Its start sector is aligned, but end point is not, so the size is not 
aligned either.


BTW, is /dev/sdd added to btrfs using "btrfs device add"?
In my test, if making btrfs on a unaligned file, it will round down 
to its sectorsize boundary.


Confirmed that "btrfs device add" won't round down the size.
Check the btrfs-debug-tree output:
--
     item 0 key (DEV_ITEMS DEV_ITEM 1) itemoff 16185 itemsize 98
     devid 1 total_bytes 10737418240 bytes_used 2172649472
     io_align 4096 io_width 4096 sector_size 4096 type 0
     generation 0 start_offset 0 dev_group 0
     seek_speed 0 bandwidth 0
     uuid 243a1117-ca31-4d87-8656-81c5630aafb2
     fsid 6452cde7-14d5-4541-aa07-b265a400bad0
     item 1 key (DEV_ITEMS DEV_ITEM 2) itemoff 16087 itemsize 98
     devid 2 total_bytes 1073742336 bytes_used 0
     io_align 4096 io_width 4096 sector_size 4096 type 0
     generation 0 start_offset 0 dev_group 0
     seek_speed 0 bandwidth 0
     uuid 6bb07260-d230-4e22-88b1-1eabb46622ed
     fsid 6452cde7-14d5-4541-aa07-b265a400bad0
--


Sorry, the output is from v4.12.x, so no kernel warning nor the patch
rounding down the value.



Where first device is completely aligned, the 2nd device which is just 
1G + 512, definitely not aligned.


So if you're using single device purely created by mkfs.btrfs, you're 
OK.
But if any new device added, you're not OK and causing the false 
alert.


Any way, it should not be hard to fix.
Just remove the WARN_ON() and add extra round_down when adding device.


In v4.13 kernel, the newly added devices are in fact rounded down.
But existing device doesn't get the round down.


We got a report internally at Suse of this problem and it prevented a 
filesystem from being mounted due to the
following check failing: 
http://elixir.free-electrons.com/linux/latest/source/fs/btrfs/volumes.c#L6893.


Hence I added the rounding down fixes.
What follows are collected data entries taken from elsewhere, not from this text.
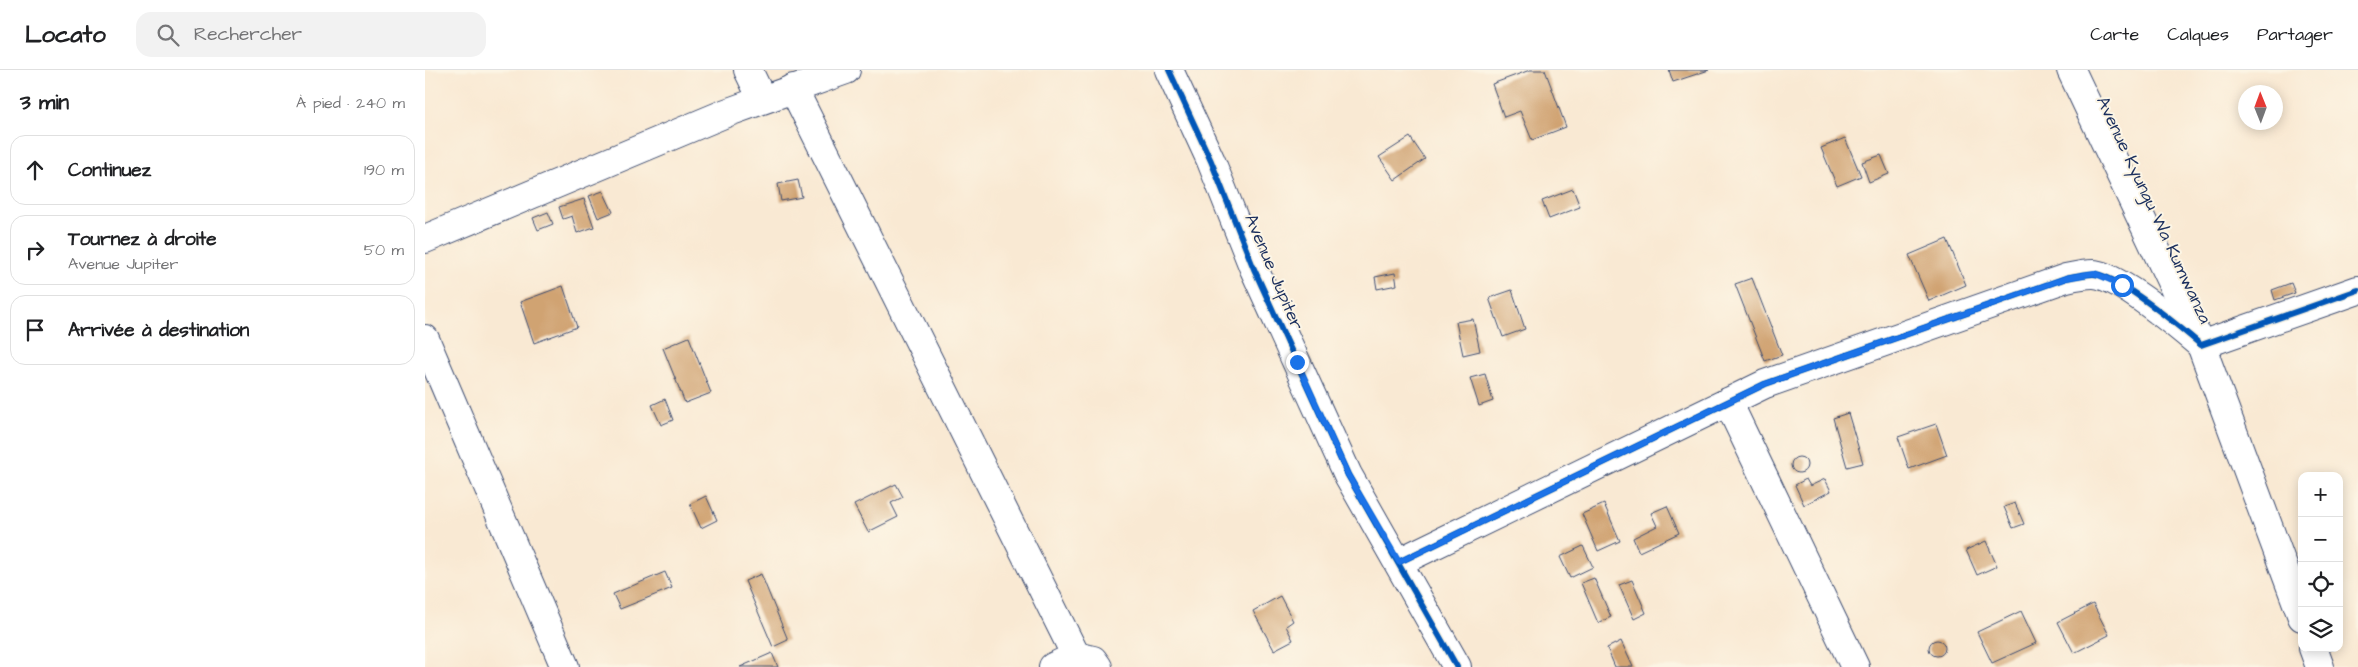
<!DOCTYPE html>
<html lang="fr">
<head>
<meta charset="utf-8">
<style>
  :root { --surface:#fff; --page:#f2f2f2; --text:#202124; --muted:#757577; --line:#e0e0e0 }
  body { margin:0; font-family:"Architects Daughter",sans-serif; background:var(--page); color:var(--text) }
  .controls { position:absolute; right:15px; bottom:15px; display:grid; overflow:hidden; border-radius:10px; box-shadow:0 2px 12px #0003 }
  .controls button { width:45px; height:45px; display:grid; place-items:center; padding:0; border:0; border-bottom:1px solid var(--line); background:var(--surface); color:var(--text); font:25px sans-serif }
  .compass { position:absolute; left:1813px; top:15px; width:45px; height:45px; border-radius:50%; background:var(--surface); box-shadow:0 2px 12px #0003; rotate:359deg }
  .stop { position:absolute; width:15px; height:15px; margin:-11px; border:4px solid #1a73e8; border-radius:50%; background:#fff }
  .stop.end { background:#1a73e8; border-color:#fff; box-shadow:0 1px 5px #0008 }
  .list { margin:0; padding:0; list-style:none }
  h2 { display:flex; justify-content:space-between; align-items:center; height:65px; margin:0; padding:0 20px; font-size:21px }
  h2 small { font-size:16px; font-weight:400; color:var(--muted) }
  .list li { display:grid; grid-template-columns:32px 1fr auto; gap:15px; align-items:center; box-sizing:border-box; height:70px; margin:0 10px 10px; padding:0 10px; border:1px solid var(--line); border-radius:15px }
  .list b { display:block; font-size:19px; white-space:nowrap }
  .list p { margin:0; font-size:16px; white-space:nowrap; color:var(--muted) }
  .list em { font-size:16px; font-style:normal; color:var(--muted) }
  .icon { flex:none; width:28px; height:28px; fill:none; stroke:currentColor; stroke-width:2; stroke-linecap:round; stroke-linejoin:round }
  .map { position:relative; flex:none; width:1933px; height:597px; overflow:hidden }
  header { display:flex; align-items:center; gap:30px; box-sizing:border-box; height:70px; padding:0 25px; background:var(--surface); border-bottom:1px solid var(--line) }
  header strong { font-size:24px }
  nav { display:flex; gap:28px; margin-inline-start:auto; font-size:18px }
  .search { width:350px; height:45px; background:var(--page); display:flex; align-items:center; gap:12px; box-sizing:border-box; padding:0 18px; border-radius:15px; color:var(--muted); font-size:19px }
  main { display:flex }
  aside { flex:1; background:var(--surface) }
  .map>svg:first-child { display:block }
</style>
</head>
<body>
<header>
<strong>Locato</strong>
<div class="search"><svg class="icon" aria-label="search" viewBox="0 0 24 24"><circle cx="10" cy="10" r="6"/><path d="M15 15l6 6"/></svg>Rechercher</div>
<nav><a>Carte</a><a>Calques</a><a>Partager</a></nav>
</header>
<main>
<aside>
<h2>3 min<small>À pied · 240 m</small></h2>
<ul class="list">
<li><svg class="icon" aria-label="ahead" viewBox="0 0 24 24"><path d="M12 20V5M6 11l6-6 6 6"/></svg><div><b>Continuez</b></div><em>190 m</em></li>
<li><svg class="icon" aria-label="right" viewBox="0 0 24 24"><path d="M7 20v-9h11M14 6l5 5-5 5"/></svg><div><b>Tournez à droite</b><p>Avenue Jupiter</p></div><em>50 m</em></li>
<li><svg class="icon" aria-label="arrive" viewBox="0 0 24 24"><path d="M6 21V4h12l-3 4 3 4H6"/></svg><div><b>Arrivée à destination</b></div></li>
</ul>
</aside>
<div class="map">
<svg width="1933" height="597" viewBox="0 0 1933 597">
  <rect width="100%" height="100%" fill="#fcf5e5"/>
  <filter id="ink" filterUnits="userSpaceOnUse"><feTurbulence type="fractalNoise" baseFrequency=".02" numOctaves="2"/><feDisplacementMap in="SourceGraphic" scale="10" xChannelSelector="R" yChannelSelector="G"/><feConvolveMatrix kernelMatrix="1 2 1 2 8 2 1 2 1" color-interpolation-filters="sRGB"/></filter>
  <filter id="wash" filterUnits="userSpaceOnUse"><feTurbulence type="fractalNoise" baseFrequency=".0096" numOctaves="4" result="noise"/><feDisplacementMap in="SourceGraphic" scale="20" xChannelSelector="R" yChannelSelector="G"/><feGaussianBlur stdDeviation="1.12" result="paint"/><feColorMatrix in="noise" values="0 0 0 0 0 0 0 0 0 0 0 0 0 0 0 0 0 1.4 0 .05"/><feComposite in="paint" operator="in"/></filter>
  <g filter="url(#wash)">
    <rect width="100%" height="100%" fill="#f9e9d3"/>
    <g id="blocks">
      <g fill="#d0a372">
        <polygon points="1105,0 1120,0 1141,57 1107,70 1095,41 1079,47 1067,14"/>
        <polygon points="1244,0 1284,0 1248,12"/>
        <polygon points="985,67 1000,89 970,110 954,87"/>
        <polygon points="1420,68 1436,106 1412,116 1396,78"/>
        <polygon points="1456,85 1464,104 1444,112 1437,92"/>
        <polygon points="373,110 377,127 356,131 353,114"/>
        <polygon points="1148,119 1155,137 1124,149 1117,131"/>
        <polygon points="178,121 188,142 173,148 164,126"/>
        <polygon points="159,129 169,157 152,163 147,146 138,149 134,137"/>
        <polygon points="123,142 128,154 113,160 108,148"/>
        <polygon points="1522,169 1541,215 1504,231 1484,185"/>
        <polygon points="970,203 972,215 952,219 950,207"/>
        <polygon points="1327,208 1357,285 1340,291 1310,214"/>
        <polygon points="1866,213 1870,223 1850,230 1847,220"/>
        <polygon points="138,216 152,257 109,273 95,232"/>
        <polygon points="1087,220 1100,259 1078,267 1064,228"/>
        <polygon points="1048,249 1055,281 1038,285 1031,252"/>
        <polygon points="264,267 286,323 260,333 238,278"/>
        <polygon points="1060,304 1068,331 1054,336 1045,308"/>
        <polygon points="240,329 248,350 236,355 227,335"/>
        <polygon points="1423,343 1438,393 1422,397 1408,348"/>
        <polygon points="1511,354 1522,385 1484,399 1473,367"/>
        <circle cx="1374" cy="395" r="8"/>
        <polygon points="1381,409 1385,416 1400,409 1406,421 1379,435 1370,415"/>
        <polygon points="471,414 478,427 466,433 473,447 443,462 429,435"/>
        <polygon points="281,426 292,450 276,458 265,434"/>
        <polygon points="1590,433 1599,454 1588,458 1579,437"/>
        <polygon points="1179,434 1195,471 1173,481 1157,444"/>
        <polygon points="1242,436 1254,463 1214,482 1208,468 1232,456 1226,443"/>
        <polygon points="1561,471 1572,496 1552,505 1541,480"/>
        <polygon points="1158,476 1168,497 1145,508 1135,487"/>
        <polygon points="240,502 247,518 195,539 188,524"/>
        <polygon points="336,504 363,570 348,577 320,511"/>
        <polygon points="1169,508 1186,547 1173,553 1156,513"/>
        <polygon points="1207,510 1221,543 1209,549 1194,515"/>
        <polygon points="855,526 868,551 861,556 868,570 849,580 828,541"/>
        <polygon points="1668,534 1684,565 1649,583 1633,552"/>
        <polygon points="1596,541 1611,573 1567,593 1552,562"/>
        <circle cx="1512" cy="578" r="8"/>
        <polygon points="1196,571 1208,597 1190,597 1182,578"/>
        <polygon points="347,583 353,597 315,597"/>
      </g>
    </g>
  </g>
  <g filter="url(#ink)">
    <use href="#blocks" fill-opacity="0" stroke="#3c4b70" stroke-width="1"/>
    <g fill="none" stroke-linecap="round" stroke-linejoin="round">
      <defs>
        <g id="minor">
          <polyline points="323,0 337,29"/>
          <polyline points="744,0 786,91 829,199 923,405 1032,597"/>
          <polyline points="1646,0 1776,275 1877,547"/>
          <polyline points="368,18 651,586"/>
          <polyline points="0,169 301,43 421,0"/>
          <polyline points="0,269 140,597"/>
          <polyline points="1303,332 1430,597"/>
          <path d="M974,492L1340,314L1641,208C1650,206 1659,204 1668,204C1692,204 1756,258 1776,275L1933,220"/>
          <polyline points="1888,578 1895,597"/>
          <polyline points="628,597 651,586 668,590 673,597"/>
        </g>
      </defs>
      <use href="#minor" stroke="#3c4b70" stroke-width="30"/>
      <use href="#minor" stroke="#fff" stroke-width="28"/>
      <defs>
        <g id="cycleway">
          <polyline points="744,0 786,91 829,199 923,405 1032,597"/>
          <path d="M974,492L1340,314L1641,208C1650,206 1659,204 1668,204C1692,204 1756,258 1776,275L1933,220"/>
        </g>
      </defs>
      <use href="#cycleway" stroke="#fcf5e5" stroke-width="9"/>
      <use href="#cycleway" stroke="#0057b8" stroke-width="6"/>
    </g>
  </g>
  <g fill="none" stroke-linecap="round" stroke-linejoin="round" filter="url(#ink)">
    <polyline stroke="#1a73e8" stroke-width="6" points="872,292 923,405 974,492 1340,314 1641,208 1669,203 1697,215"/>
  </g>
  <g text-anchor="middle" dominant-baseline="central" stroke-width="4" stroke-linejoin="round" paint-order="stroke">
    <g font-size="18" fill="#1b2f5e" stroke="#fcf5e5">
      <text transform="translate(1729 140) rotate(65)">Avenue Kyungu Wa Kumwanza</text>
      <text transform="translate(849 202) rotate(67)">Avenue Jupiter</text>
    </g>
  </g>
</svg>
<div class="controls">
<button>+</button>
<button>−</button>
<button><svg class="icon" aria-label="locate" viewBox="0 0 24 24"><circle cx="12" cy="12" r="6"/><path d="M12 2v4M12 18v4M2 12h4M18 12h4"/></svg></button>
<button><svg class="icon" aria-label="layers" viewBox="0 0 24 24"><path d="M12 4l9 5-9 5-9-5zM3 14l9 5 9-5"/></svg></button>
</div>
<svg class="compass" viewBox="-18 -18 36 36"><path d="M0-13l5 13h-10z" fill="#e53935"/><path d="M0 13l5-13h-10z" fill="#757577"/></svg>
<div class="stop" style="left:1697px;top:215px"></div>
<div class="stop end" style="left:872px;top:292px"></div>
</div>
</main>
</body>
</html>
And this warning was put 
specifically to catch future offenders and see
if I had missed a place to patch it. So removing the warning is the 
wrong solution to the problem. Generally if
balancing kicked in had to resize his disk everything would be back to 
normal.




So it's recommended to resize (shrink) your fs for very small size to
fix it if you don't want to wait for the kernel fix.

Thanks,
Qu


Thanks for the report,
Qu



So I'm wondering if it's caused by added new btrfs device.